GIVEN INFORMATION ::
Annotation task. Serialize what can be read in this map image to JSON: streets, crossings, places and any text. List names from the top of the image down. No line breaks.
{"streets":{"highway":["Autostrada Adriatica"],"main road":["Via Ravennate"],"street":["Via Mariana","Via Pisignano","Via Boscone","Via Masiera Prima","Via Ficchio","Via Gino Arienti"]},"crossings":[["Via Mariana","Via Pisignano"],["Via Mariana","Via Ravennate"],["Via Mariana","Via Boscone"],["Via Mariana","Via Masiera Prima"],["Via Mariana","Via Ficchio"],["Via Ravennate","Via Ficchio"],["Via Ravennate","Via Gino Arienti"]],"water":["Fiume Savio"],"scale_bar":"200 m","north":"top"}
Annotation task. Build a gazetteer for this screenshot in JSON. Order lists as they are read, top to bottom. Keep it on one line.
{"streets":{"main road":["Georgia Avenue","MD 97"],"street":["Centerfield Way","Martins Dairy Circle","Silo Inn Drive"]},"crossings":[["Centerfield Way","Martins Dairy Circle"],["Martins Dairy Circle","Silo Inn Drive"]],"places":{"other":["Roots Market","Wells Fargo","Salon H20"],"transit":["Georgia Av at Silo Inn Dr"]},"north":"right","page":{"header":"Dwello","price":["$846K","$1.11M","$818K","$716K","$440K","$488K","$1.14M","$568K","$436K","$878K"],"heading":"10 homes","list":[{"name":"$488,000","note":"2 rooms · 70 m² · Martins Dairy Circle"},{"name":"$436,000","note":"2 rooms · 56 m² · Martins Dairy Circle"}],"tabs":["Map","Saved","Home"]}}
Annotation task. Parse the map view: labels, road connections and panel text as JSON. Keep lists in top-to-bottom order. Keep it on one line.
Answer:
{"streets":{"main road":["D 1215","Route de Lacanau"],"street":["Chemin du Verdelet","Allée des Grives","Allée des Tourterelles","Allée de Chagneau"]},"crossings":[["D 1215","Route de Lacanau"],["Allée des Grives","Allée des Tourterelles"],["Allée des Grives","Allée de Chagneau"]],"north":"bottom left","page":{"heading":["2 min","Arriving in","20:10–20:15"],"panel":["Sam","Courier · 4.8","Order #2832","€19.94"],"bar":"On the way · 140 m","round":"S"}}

WORK INSTRUCTIONS :: Make an exact copy of the listing shown above.

RESPONSE AREA ::
Annotation task. Serialize what can be read in this map image to JSON: streets, crossings, places and any text. List names from the top of the image down. No line breaks.
{"streets":{"highway":["Autostrada Adriatica"],"main road":["Via Ravennate"],"street":["Via Mariana","Via Pisignano","Via Boscone","Via Masiera Prima","Via Ficchio","Via Gino Arienti"]},"crossings":[["Via Mariana","Via Pisignano"],["Via Mariana","Via Ravennate"],["Via Mariana","Via Boscone"],["Via Mariana","Via Masiera Prima"],["Via Mariana","Via Ficchio"],["Via Ravennate","Via Ficchio"],["Via Ravennate","Via Gino Arienti"]],"water":["Fiume Savio"],"scale_bar":"200 m","north":"top"}
Annotation task. Build a gazetteer for this screenshot in JSON. Order lists as they are read, top to bottom. Keep it on one line.
{"streets":{"main road":["Georgia Avenue","MD 97"],"street":["Centerfield Way","Martins Dairy Circle","Silo Inn Drive"]},"crossings":[["Centerfield Way","Martins Dairy Circle"],["Martins Dairy Circle","Silo Inn Drive"]],"places":{"other":["Roots Market","Wells Fargo","Salon H20"],"transit":["Georgia Av at Silo Inn Dr"]},"north":"right","page":{"header":"Dwello","price":["$846K","$1.11M","$818K","$716K","$440K","$488K","$1.14M","$568K","$436K","$878K"],"heading":"10 homes","list":[{"name":"$488,000","note":"2 rooms · 70 m² · Martins Dairy Circle"},{"name":"$436,000","note":"2 rooms · 56 m² · Martins Dairy Circle"}],"tabs":["Map","Saved","Home"]}}
Annotation task. Parse the map view: labels, road connections and panel text as JSON. Keep lists in top-to-bottom order. Keep it on one line.
Answer:
{"streets":{"main road":["D 1215","Route de Lacanau"],"street":["Chemin du Verdelet","Allée des Grives","Allée des Tourterelles","Allée de Chagneau"]},"crossings":[["D 1215","Route de Lacanau"],["Allée des Grives","Allée des Tourterelles"],["Allée des Grives","Allée de Chagneau"]],"north":"bottom left","page":{"heading":["2 min","Arriving in","20:10–20:15"],"panel":["Sam","Courier · 4.8","Order #2832","€19.94"],"bar":"On the way · 140 m","round":"S"}}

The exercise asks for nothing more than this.